Manniesing Rashindra, Viergever Max A, van der Lugt Aad, Niessen Wiro J
Departments of Medical Informatics and Radiology, Erasmus MC-University Medical Center Rotterdam, Dr. Molewaterplein 40/50, 3015 GE Rotterdam, the Netherlands.
Radiology. 2008 Jun;247(3):841-6. doi: 10.1148/radiol.2473070436.
The purpose of this study was to retrospectively assess the feasibility of a fully automated image postprocessing tool for the segmentation of the arterial cerebrovasculature from computed tomographic (CT) angiography in 27 patients (nine men, 18 women; mean age, 55 years; age range, 33-76 years) with subarachnoid hemorrhage. The institutional review board approved this study, and informed consent was waived. The proposed method, which does not require the acquisition of an additional CT scan for bone suppression, consists of the following: (a) automatic detection of the main arteries for initialization, (b) segmentation of these arteries through the skull base, and (c) suppression of the large veins near the skull. The parameters of this method were optimized on the training subset of nine patients, and the method was successful at segmentation of the arteries in 15 (83%) of the 18 remaining patients. The difference between automatic and manual diameter measurements was 0.0 mm +/- 0.4 (standard deviation). The study results showed that fully automated segmentation of the cerebral arteries is feasible.

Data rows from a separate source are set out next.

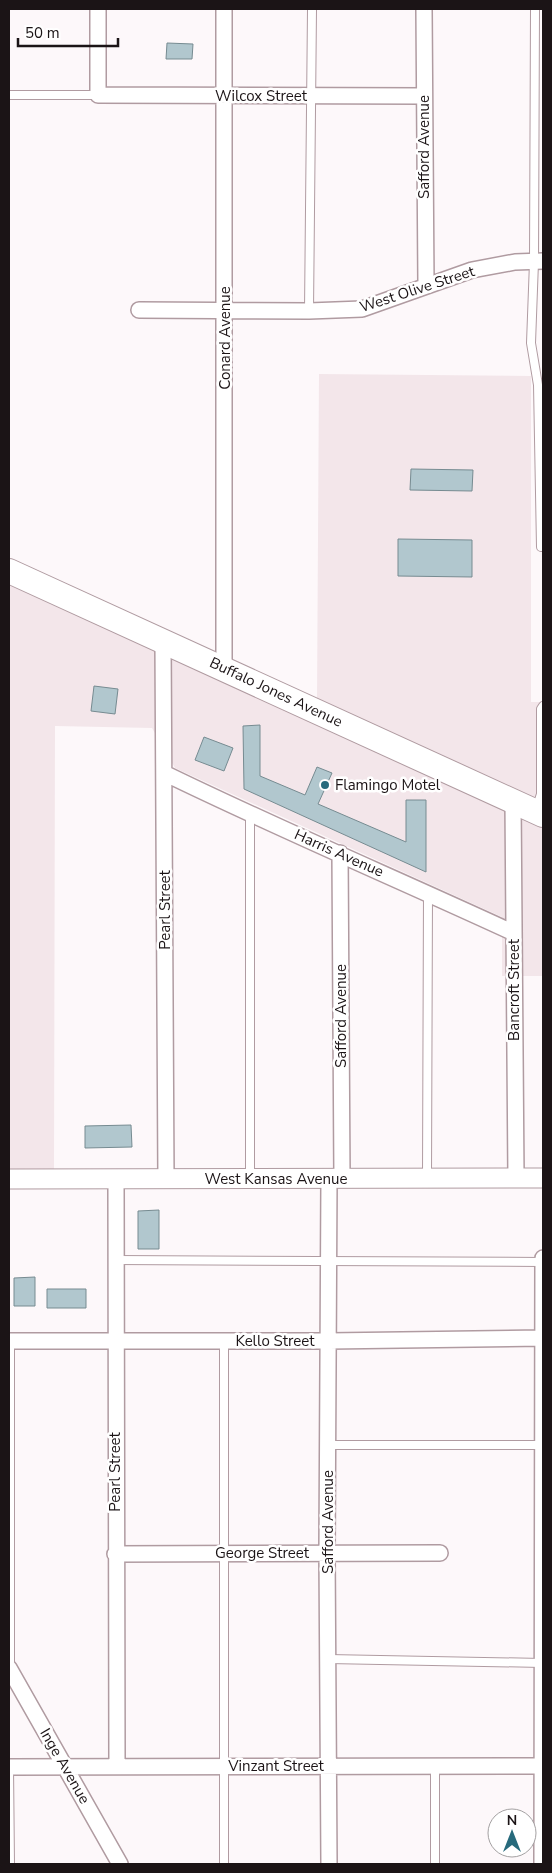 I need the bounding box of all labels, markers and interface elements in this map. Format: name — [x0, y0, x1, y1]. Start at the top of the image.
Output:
scale bar — [18, 15, 118, 47]
text: 50 m — [25, 23, 60, 43]
street label: Wilcox Street — [215, 86, 308, 106]
street label: Safford Avenue — [414, 95, 434, 199]
street label: West Olive Street — [357, 261, 478, 317]
street label: Conard Avenue — [215, 286, 235, 390]
street label: Buffalo Jones Avenue — [206, 652, 346, 732]
place label: Flamingo Motel — [335, 775, 441, 795]
marker: Flamingo Motel — [319, 779, 331, 791]
street label: Harris Avenue — [291, 824, 387, 882]
street label: Pearl Street — [155, 869, 175, 950]
street label: Bancroft Street — [504, 938, 524, 1041]
street label: Safford Avenue — [331, 964, 351, 1068]
street label: West Kansas Avenue — [205, 1169, 348, 1189]
street label: Kello Street — [235, 1331, 315, 1351]
street label: Pearl Street — [105, 1431, 125, 1512]
street label: Safford Avenue — [318, 1470, 338, 1574]
street label: George Street — [215, 1543, 310, 1563]
street label: Inge Avenue — [35, 1725, 95, 1807]
street label: Vinzant Street — [227, 1756, 325, 1776]
north arrow — [487, 1808, 537, 1858]
text: N — [507, 1811, 517, 1830] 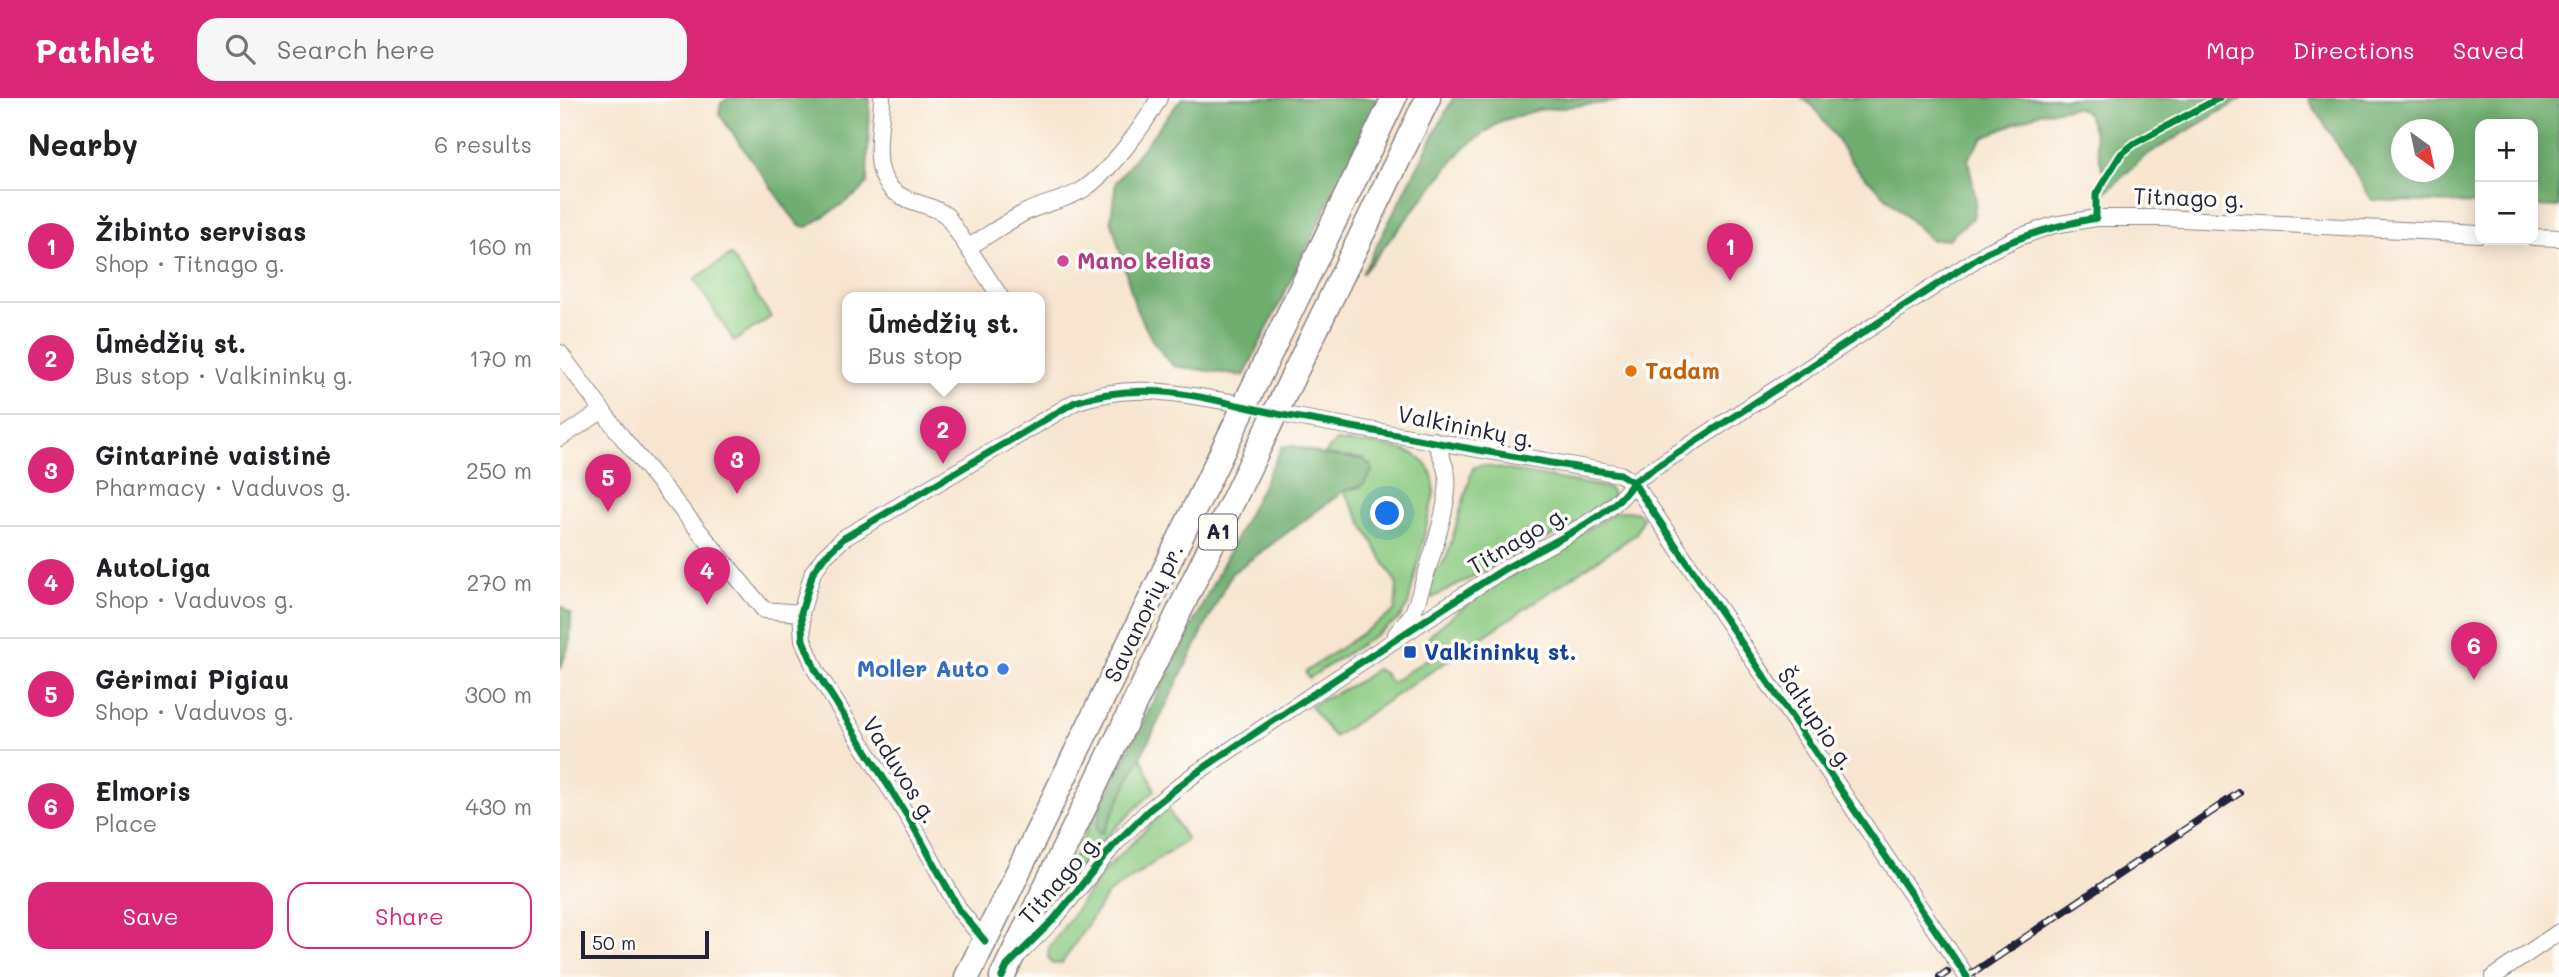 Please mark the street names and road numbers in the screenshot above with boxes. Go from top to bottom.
street label: Titnago g. [2133,180,2245,214]
street label: Valkininkų g. [1395,398,1537,454]
street label: Titnago g. [1462,498,1573,581]
road number: A1 [1199,514,1237,550]
street label: Savanorių pr. [1096,538,1190,687]
street label: Šaltupio g. [1771,661,1862,776]
street label: Vaduvos g. [856,710,946,829]
street label: Titnago g. [1011,826,1107,930] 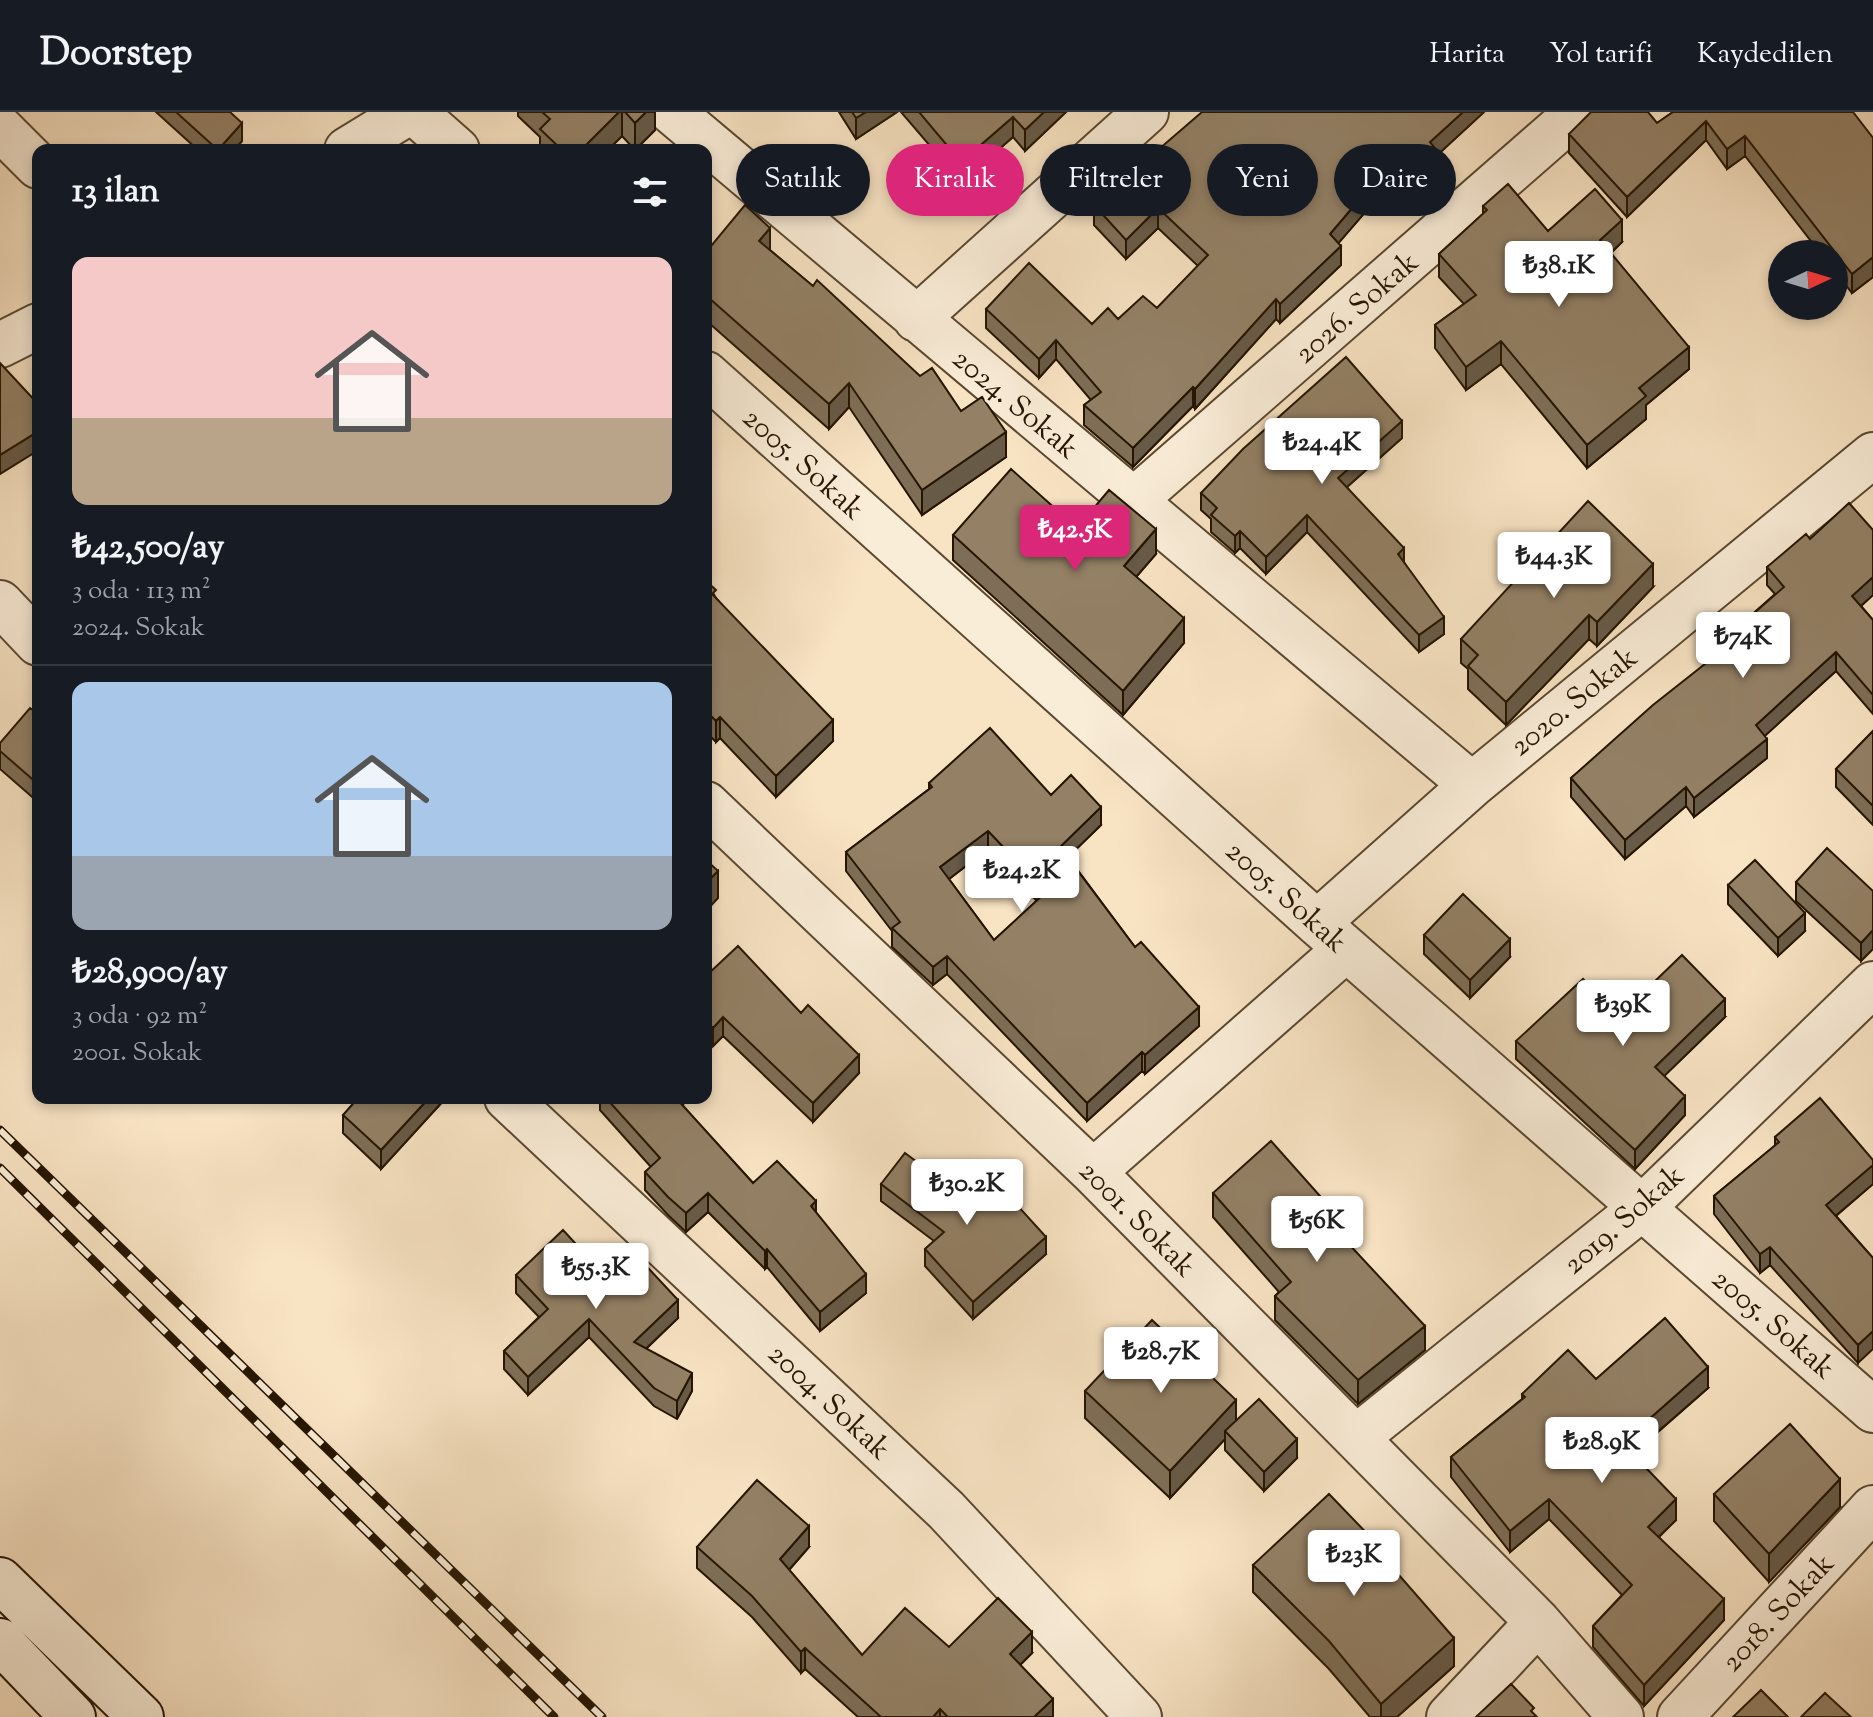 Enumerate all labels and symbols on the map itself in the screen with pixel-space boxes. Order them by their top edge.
north arrow [1768,240,1848,320]
pin: ₺38.1K [1494,241,1624,309]
street label: 2026. Sokak [1286,243,1429,375]
street label: 2024. Sokak [942,339,1087,471]
street label: 2005. Sokak [732,398,873,531]
pin: ₺24.4K [1257,418,1387,486]
pin: ₺42.5K [1010,505,1140,573]
pin: ₺44.3K [1489,532,1619,600]
pin: ₺74K [1696,612,1790,680]
street label: 2020. Sokak [1501,638,1648,768]
street label: 2005. Sokak [1215,831,1356,964]
pin: ₺24.2K [957,846,1087,914]
pin: ₺39K [1576,980,1670,1048]
street label: 2001. Sokak [1068,1151,1205,1288]
street label: 2019. Sokak [1554,1156,1695,1286]
pin: ₺30.2K [902,1159,1032,1227]
pin: ₺56K [1270,1196,1364,1264]
pin: ₺55.3K [531,1243,661,1311]
street label: 2005. Sokak [1701,1259,1843,1391]
pin: ₺28.7K [1096,1327,1226,1395]
street label: 2004. Sokak [757,1335,899,1471]
pin: ₺28.9K [1537,1417,1667,1485]
pin: ₺23K [1307,1530,1401,1598]
street label: 2018. Sokak [1712,1545,1845,1683]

本研究的目的是回顾性评估一种全自动图像后处理工具在27例蛛网膜下腔出血患者(9例男性,18例女性;平均年龄55岁;年龄范围33 - 76岁)的计算机断层扫描(CT)血管造影中分割动脉脑血管系统的可行性。机构审查委员会批准了本研究,并豁免了知情同意。所提出的方法无需额外进行CT扫描以抑制骨骼,该方法包括以下步骤:(a)自动检测主要动脉以进行初始化,(b)通过颅底分割这些动脉,以及(c)抑制颅骨附近的大静脉。该方法的参数在9例患者的训练子集中进行了优化,并且该方法在其余18例患者中的15例(83%)成功分割出了动脉。自动测量直径与手动测量直径之间的差异为0.0 mm±0.4(标准差)。研究结果表明,脑动脉的全自动分割是可行的。